From the entries, filter out every line that lacks "JSON" and copy the rest.

━━ Input records ━━

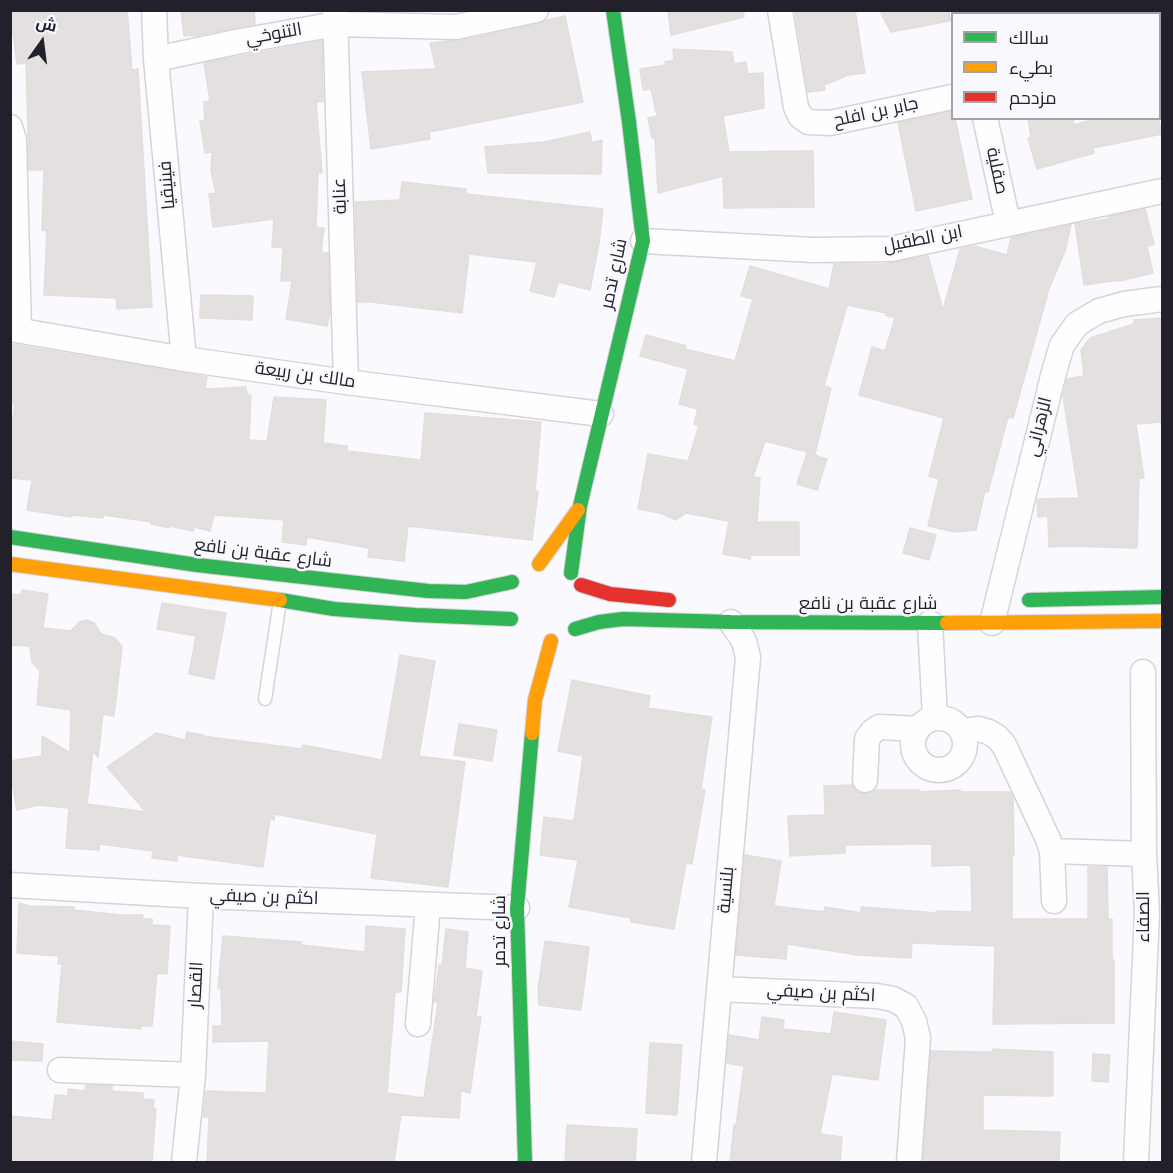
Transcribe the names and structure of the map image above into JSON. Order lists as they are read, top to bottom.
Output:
{
  "streets": {
    "street": [
      "التنوخي",
      "جابر بن افلح",
      "صقلية",
      "فينيقيا",
      "عنابة",
      "ابن الطفيل",
      "شارع تدمر",
      "مالك بن ربيعة",
      "الزهراني",
      "شارع عقبة بن نافع",
      "بلنسية",
      "اكثم بن صيفي",
      "الصفاء",
      "القصار"
    ]
  },
  "crossings": [
    ["التنوخي", "فينيقيا"],
    ["التنوخي", "عنابة"],
    ["صقلية", "ابن الطفيل"],
    ["فينيقيا", "مالك بن ربيعة"],
    ["عنابة", "مالك بن ربيعة"],
    ["ابن الطفيل", "شارع تدمر"],
    ["شارع تدمر", "مالك بن ربيعة"],
    ["شارع تدمر", "شارع عقبة بن نافع"],
    ["شارع تدمر", "اكثم بن صيفي"],
    ["الزهراني", "شارع عقبة بن نافع"],
    ["شارع عقبة بن نافع", "بلنسية"],
    ["بلنسية", "اكثم بن صيفي"],
    ["اكثم بن صيفي", "القصار"]
  ],
  "legend": ["سالك", "بطيء", "مزدحم"],
  "north": "top"
}
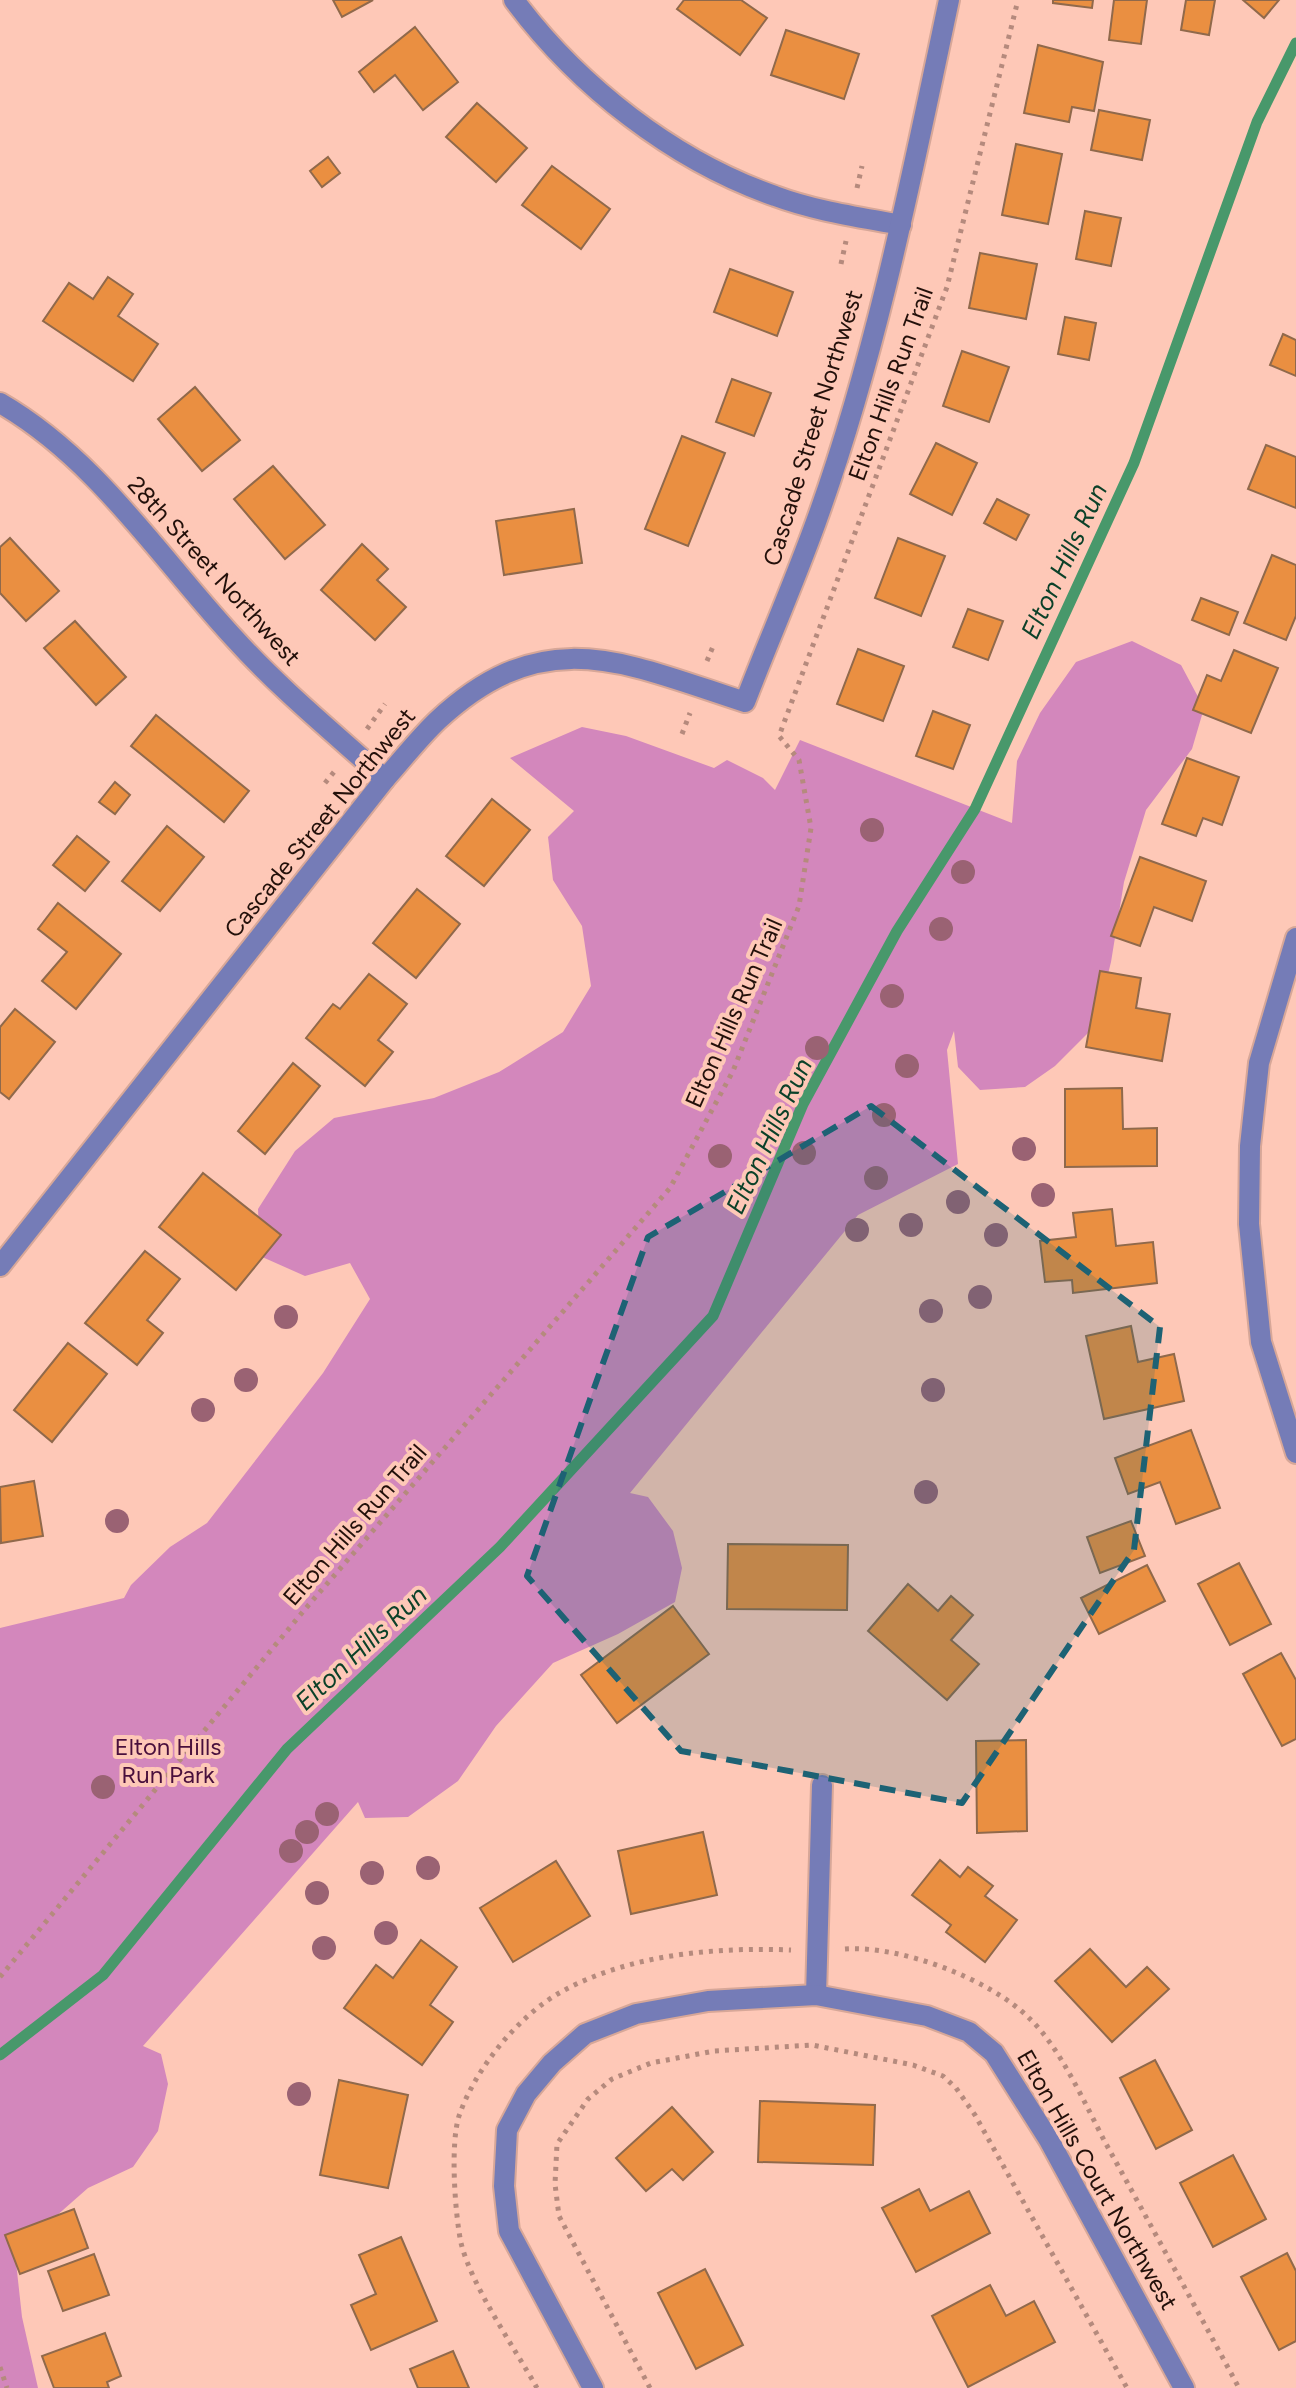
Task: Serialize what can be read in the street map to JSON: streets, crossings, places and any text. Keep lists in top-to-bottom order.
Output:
{
  "streets": {
    "street": ["Cascade Street Northwest", "28th Street Northwest", "Elton Hills Court Northwest"],
    "path": ["Elton Hills Run Trail"]
  },
  "crossings": [
    ["Cascade Street Northwest", "28th Street Northwest"]
  ],
  "water": ["Elton Hills Run"],
  "parks": ["Elton Hills Run Park"]
}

━━━

- [Response]:
Transcribe the names and structure of the map image above into JSON. Order lists as they are read, top to bottom.
Task: Serialize what can be read in the street map to JSON: streets, crossings, places and any text. Keep lists in top-to-bottom order.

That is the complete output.